* Data listing:
========

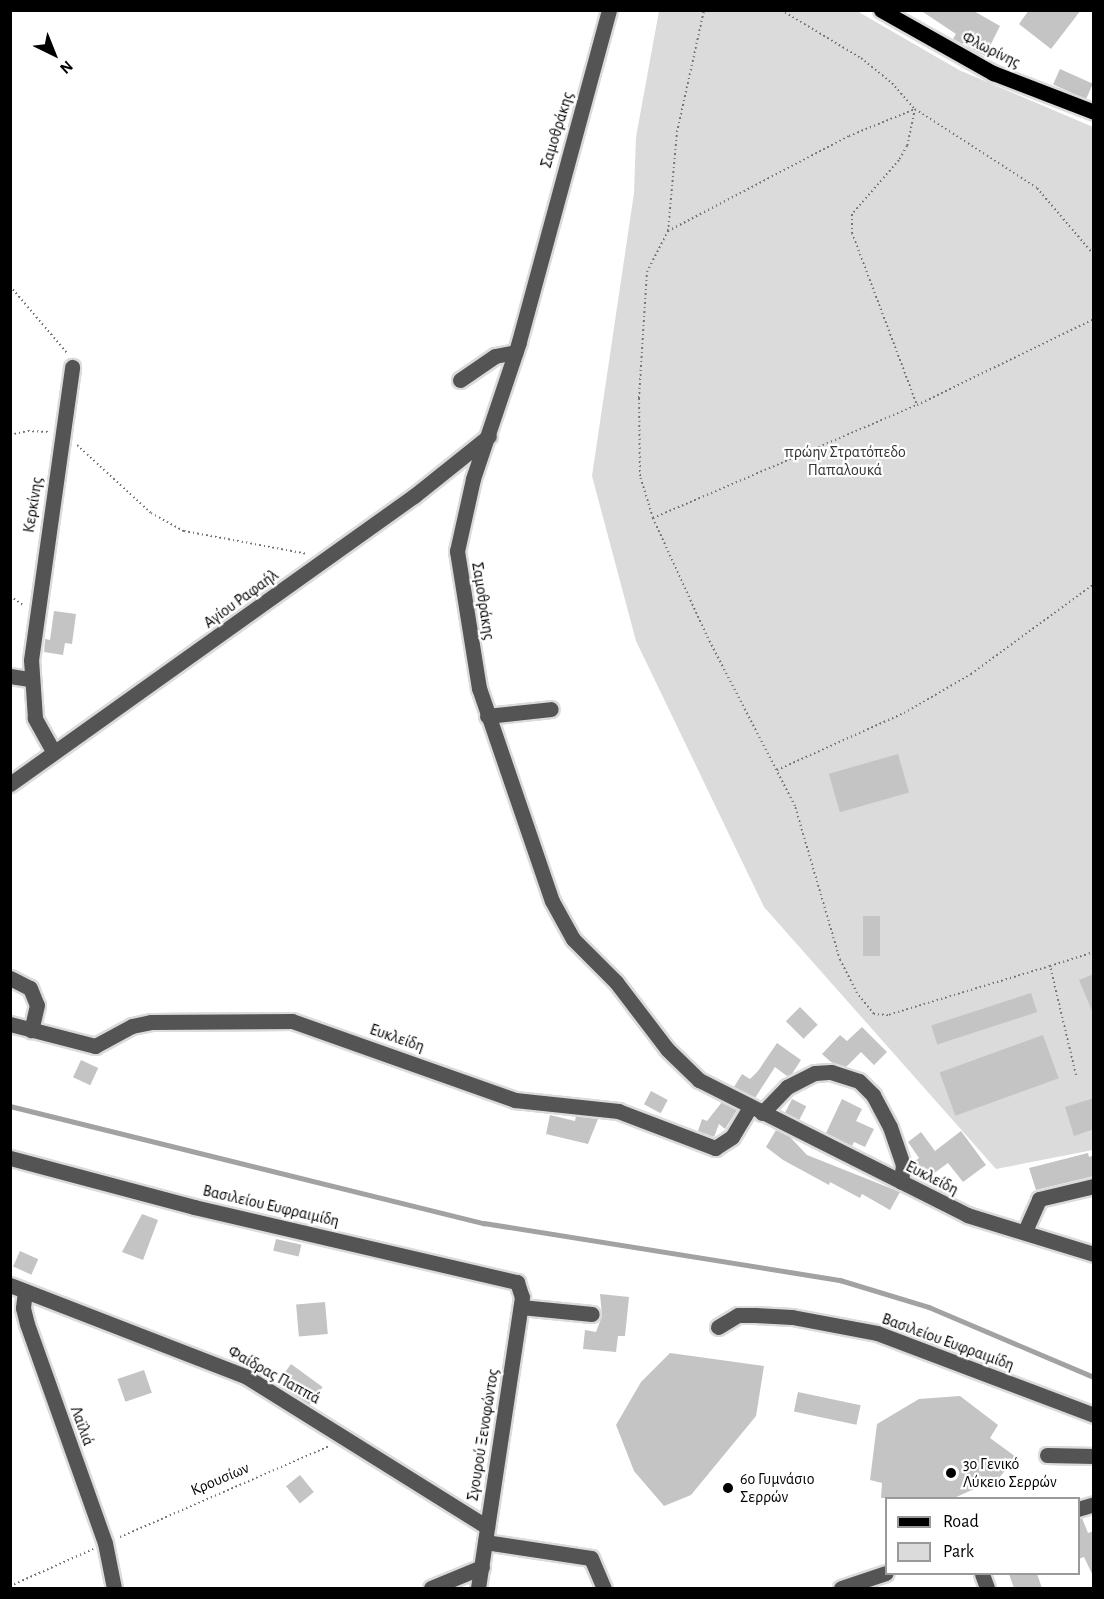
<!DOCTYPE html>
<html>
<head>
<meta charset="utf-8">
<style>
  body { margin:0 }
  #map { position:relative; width:1104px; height:1599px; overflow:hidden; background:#fff; font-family:"Alegreya Sans",sans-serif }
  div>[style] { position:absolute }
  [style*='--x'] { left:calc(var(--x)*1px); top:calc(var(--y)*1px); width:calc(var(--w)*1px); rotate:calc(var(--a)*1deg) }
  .green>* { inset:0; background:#dbdbdb }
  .stream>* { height:4.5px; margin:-2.25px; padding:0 2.25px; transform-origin:2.25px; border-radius:2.25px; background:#a2a2a2 }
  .building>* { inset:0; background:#c4c4c4; transform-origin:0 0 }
  .path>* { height:2px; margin-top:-1px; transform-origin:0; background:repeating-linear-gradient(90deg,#767676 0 1.5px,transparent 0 4.5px) }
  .roads { filter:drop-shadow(2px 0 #dbdbdb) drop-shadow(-2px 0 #dbdbdb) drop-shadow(0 2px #dbdbdb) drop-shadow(0 -2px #dbdbdb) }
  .minor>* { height:15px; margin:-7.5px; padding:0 7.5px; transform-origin:7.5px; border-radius:7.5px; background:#545454 }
  .major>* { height:15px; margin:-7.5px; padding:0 7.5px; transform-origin:7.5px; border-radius:7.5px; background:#000 }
  .dots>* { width:16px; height:16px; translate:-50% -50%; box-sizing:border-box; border:3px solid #fff; border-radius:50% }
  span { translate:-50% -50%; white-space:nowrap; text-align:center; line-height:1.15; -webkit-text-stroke:4.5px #fff; paint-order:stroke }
  .street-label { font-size:16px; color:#000 }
  .park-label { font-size:16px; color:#323232 }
  .poi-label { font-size:16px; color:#000 }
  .left { translate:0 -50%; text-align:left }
  .frame { position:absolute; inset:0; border:12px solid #000; pointer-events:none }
  .legend { position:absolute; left:885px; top:1497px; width:195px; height:78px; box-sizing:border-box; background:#fff; border:2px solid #999; margin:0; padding:8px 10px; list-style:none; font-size:18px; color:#000 }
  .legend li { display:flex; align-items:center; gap:12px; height:30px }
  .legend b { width:30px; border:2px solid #999 }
  .north { position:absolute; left:24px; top:24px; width:60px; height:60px; -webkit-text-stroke:4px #fff; paint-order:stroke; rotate:137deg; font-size:16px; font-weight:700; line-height:24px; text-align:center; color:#000 }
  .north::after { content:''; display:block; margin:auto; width:21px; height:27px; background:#000; clip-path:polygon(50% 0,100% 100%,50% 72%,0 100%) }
</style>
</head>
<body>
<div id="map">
  <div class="green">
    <div style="clip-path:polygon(659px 11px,857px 11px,959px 70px,1093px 127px,1093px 1150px,996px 1169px,764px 907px,636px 641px,592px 476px,634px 193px,636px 137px)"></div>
  </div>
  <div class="stream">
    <div style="--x:10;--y:1106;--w:488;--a:13.9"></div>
    <div style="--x:484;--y:1223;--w:361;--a:9.1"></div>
    <div style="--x:840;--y:1280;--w:93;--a:16.9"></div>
    <div style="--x:929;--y:1307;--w:179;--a:23"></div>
  </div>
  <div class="building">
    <div style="clip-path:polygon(920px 10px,972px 10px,1000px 26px,985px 56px,953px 39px,956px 34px)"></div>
    <div style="clip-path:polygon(1029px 10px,1081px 10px,1051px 49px,1019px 24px)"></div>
    <div style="left:1060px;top:69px;width:36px;height:17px;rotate:24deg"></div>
    <div style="clip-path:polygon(54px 611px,76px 614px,72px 644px,65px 643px,63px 655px,44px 652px,45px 639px,50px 640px)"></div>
    <div style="left:898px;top:754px;width:40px;height:72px;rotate:74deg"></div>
    <div style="left:863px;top:916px;width:17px;height:40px"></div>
    <div style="clip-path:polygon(1094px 974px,1094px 1013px,1093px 1013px,1079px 980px)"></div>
    <div style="left:1031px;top:993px;width:20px;height:105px;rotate:72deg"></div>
    <div style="left:800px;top:1007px;width:25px;height:20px;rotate:45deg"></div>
    <div style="clip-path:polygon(862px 1027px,887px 1052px,874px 1065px,861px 1052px,846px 1067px,831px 1062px,822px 1054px,840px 1035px,847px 1041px)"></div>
    <div style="left:1043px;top:1035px;width:46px;height:110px;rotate:70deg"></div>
    <div style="clip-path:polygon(777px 1043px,801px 1060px,792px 1074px,787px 1076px,775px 1067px,755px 1098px,734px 1087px,742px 1074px,750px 1079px,758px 1071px)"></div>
    <div style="left:81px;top:1060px;width:19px;height:19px;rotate:25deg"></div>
    <div style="left:651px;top:1091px;width:19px;height:15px;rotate:28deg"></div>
    <div style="clip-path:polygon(1094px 1098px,1094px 1129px,1074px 1136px,1065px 1107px)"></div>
    <div style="left:792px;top:1099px;width:16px;height:16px;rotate:27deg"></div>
    <div style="clip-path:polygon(842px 1099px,862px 1109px,856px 1121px,874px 1129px,865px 1147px,854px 1142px,852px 1146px,826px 1133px)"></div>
    <div style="clip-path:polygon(722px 1102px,737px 1110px,725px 1129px,719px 1124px,714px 1137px,698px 1131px,702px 1119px,707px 1121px)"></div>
    <div style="clip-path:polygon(550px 1115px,575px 1121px,576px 1116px,598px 1119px,588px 1144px,546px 1134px)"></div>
    <div style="clip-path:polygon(776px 1130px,790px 1137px,807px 1155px,900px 1192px,890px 1210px,862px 1194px,860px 1198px,830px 1182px,829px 1185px,783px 1160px,766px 1147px)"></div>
    <div style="clip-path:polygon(961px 1131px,986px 1165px,963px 1182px,948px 1163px,926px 1179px,914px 1162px,919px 1158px,908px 1142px,921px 1132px,935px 1151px)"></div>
    <div style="clip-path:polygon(1088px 1153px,1089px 1157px,1094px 1155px,1094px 1176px,1036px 1190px,1029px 1168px)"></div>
    <div style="clip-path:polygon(142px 1214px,158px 1220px,143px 1260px,122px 1252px)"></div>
    <div style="left:276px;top:1239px;width:26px;height:12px;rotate:13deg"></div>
    <div style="left:20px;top:1251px;width:20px;height:17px;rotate:24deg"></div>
    <div style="clip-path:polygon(600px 1294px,629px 1297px,625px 1336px,618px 1336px,616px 1352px,583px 1349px,585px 1330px,596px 1332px,602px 1316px)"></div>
    <div style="left:325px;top:1302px;width:32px;height:29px;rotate:85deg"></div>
    <div style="clip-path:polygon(670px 1353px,764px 1366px,756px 1416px,691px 1495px,664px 1506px,634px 1471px,616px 1425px,641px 1382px)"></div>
    <div style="left:291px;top:1364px;width:39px;height:24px;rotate:36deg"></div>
    <div style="left:144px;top:1370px;width:24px;height:28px;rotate:71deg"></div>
    <div style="left:798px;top:1392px;width:64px;height:20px;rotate:12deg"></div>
    <div style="clip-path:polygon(960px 1396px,998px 1425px,990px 1438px,1016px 1457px,999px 1478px,954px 1498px,881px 1498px,882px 1483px,870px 1480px,877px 1424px,919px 1399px)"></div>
    <div style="left:300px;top:1475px;width:22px;height:18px;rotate:51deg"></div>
    <div style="clip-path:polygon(1078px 1518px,1082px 1518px,1088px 1533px,1094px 1531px,1094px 1578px,1084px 1557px,1078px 1559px)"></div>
    <div style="clip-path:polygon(1009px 1574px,1037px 1574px,1042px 1588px,1014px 1588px)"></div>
  </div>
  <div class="path">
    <div style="--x:781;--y:10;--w:93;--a:31"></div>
    <div style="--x:861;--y:58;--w:40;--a:39"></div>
    <div style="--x:892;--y:83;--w:35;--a:49"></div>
    <div style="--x:915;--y:109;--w:38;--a:102"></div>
    <div style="--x:907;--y:146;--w:16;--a:120"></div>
    <div style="--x:899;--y:160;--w:72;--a:131"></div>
    <div style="--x:852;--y:214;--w:19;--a:90"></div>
    <div style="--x:852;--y:233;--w:184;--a:69.3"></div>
    <div style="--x:668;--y:231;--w:99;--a:-84.8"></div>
    <div style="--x:677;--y:132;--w:125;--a:-77.5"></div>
    <div style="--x:10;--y:286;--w:88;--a:49.6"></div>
    <div style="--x:10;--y:435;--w:18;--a:-13"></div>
    <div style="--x:28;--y:431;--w:21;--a:3"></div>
    <div style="--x:77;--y:445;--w:100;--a:42.6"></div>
    <div style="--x:151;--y:513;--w:38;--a:29"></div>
    <div style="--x:184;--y:531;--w:126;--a:10.5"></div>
    <div style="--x:653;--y:518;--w:287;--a:-23.2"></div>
    <div style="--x:917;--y:405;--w:197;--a:-25.9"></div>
    <div style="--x:10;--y:596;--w:16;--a:35"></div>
    <div style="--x:777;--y:770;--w:139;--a:-24.2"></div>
    <div style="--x:904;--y:713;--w:78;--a:-30.2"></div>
    <div style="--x:971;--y:674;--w:152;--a:-36.2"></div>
    <div style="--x:1050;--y:966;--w:46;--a:-17.7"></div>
    <div style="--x:1076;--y:1075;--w:112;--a:-103.4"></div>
    <div style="--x:1050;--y:966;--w:169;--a:163.2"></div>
    <div style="--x:888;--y:1015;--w:14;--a:-176"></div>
    <div style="--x:874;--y:1014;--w:27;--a:-129"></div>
    <div style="--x:857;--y:993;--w:37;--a:-117"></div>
    <div style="--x:840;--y:960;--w:160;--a:-106.3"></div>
    <div style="--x:795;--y:806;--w:194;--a:-117.4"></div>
    <div style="--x:706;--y:634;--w:128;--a:-114.6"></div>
    <div style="--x:653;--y:518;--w:44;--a:-107.2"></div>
    <div style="--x:640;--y:476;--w:78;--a:-90.7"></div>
    <div style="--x:639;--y:398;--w:126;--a:-86.4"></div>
    <div style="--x:647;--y:272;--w:46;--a:-62.9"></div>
    <div style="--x:668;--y:231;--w:204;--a:-27.7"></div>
    <div style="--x:849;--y:136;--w:71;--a:-22.2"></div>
    <div style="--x:915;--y:109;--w:145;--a:32.9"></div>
    <div style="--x:1037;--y:188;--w:88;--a:49.6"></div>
    <div style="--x:120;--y:1537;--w:228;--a:-23.5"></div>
    <div style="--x:10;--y:1586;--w:91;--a:-24"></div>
  </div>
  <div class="roads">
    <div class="minor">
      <div style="--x:609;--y:10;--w:344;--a:105.2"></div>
      <div style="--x:519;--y:342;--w:145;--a:108.6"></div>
      <div style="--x:473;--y:479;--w:74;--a:102.5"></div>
      <div style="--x:457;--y:551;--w:139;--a:80.9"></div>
      <div style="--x:479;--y:688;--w:225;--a:71.1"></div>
      <div style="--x:552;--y:901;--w:43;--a:61.1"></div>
      <div style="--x:573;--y:939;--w:61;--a:45"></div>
      <div style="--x:616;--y:982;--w:84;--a:52.7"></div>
      <div style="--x:667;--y:1049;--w:45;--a:44.1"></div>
      <div style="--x:699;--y:1080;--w:300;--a:26.7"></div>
      <div style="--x:967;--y:1215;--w:133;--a:17.1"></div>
      <div style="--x:460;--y:380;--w:42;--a:-34.4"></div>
      <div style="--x:495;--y:356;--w:21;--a:-11"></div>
      <div style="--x:10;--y:676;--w:20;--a:9"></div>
      <div style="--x:487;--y:716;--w:64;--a:-6.2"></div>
      <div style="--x:53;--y:751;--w:38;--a:-119"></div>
      <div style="--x:35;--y:718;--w:58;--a:-93.9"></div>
      <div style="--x:31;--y:660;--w:296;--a:-82"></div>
      <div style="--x:10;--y:784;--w:496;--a:-35.5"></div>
      <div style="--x:414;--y:496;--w:96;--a:-38.7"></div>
      <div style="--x:10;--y:978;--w:22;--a:27"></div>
      <div style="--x:30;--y:988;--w:18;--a:68"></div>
      <div style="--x:37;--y:1005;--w:26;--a:103"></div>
      <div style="--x:10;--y:1024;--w:88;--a:14.5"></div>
      <div style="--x:95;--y:1046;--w:42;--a:-28.4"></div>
      <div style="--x:132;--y:1026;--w:19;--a:-12"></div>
      <div style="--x:151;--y:1022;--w:141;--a:-0.4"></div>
      <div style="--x:292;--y:1021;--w:237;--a:19.5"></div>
      <div style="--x:515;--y:1100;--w:104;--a:6.1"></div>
      <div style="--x:618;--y:1111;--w:104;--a:20.9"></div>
      <div style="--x:715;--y:1148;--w:20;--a:-33"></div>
      <div style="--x:732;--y:1137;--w:35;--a:-59"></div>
      <div style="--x:762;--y:1113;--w:36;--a:-46"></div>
      <div style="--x:787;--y:1087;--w:31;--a:-27"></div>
      <div style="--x:815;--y:1073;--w:16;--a:-4"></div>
      <div style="--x:831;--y:1072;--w:29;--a:18"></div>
      <div style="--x:859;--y:1081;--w:20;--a:45"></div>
      <div style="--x:873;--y:1095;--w:36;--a:62"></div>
      <div style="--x:890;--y:1127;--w:39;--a:71"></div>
      <div style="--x:903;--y:1164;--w:18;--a:96"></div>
      <div style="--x:10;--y:1158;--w:190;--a:14.9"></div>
      <div style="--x:194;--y:1207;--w:332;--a:13.1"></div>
      <div style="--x:517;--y:1282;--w:16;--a:72"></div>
      <div style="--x:522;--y:1297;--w:294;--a:98.6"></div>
      <div style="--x:1025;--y:1231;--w:35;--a:-66"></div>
      <div style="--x:1039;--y:1199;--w:57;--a:-13.3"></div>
      <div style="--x:10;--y:1285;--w:254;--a:21.2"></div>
      <div style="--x:247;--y:1377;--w:283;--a:32"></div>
      <div style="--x:25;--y:1291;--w:17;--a:97"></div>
      <div style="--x:23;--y:1308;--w:16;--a:76"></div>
      <div style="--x:27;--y:1324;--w:232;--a:70.4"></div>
      <div style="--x:105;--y:1543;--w:46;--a:78.7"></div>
      <div style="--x:521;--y:1307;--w:71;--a:5.6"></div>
      <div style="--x:718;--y:1327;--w:23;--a:-31"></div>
      <div style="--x:738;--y:1315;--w:17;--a:0"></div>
      <div style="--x:755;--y:1315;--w:37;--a:3"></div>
      <div style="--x:792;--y:1317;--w:86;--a:10.7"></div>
      <div style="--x:877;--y:1333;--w:232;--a:20.7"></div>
      <div style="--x:1047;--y:1455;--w:47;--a:1.2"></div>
      <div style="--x:1078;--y:1509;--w:17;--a:-17"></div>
      <div style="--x:485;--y:1542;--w:107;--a:8.6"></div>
      <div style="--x:591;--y:1558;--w:33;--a:67"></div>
      <div style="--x:982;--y:1574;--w:15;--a:70"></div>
      <div style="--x:431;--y:1588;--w:55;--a:-22.4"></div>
      <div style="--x:841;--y:1588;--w:47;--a:-18.4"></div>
    </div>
    <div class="major">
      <div style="--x:881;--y:10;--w:129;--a:29.4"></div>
      <div style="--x:993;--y:73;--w:108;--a:21.1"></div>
    </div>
  </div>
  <div class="dots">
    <div style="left:951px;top:1473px;background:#000"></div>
    <div style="left:728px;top:1488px;background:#000"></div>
  </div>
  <div class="street-label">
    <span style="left:991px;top:50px;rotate:26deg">Φλωρίνης</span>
    <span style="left:557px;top:130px;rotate:-73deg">Σαμοθράκης</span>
    <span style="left:33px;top:505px;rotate:-81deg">Κερκίνης</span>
    <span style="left:241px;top:599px;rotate:-36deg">Αγίου Ραφαήλ</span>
    <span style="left:483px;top:601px;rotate:81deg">Σαμοθράκης</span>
    <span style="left:397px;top:1038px;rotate:19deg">Ευκλείδη</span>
    <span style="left:932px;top:1178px;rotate:27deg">Ευκλείδη</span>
    <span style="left:271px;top:1206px;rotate:13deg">Βασιλείου Ευφραιμίδη</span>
    <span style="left:948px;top:1342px;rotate:20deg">Βασιλείου Ευφραιμίδη</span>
    <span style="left:274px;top:1375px;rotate:29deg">Φαίδρας Παππά</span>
    <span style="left:82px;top:1426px;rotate:70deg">Λαϊλιά</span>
    <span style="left:483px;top:1435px;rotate:-81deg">Σγουρού Ξενοφώντος</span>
    <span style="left:220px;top:1479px;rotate:-23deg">Κρουσίων</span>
  </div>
  <div class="park-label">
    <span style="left:845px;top:461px">πρώην Στρατόπεδο<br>Παπαλουκά</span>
  </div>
  <div class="poi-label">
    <span class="left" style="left:963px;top:1473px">3ο Γενικό<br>Λύκειο Σερρών</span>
    <span class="left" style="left:740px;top:1488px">6ο Γυμνάσιο<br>Σερρών</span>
  </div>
  <div class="frame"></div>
  <ul class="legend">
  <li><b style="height:8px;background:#000"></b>Road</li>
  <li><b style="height:16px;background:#dbdbdb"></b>Park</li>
  </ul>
  <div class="north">N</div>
</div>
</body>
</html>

========

* Task:
On how many lines of the data does "stream" appear? Give only that number.

* Response to the exercise:
2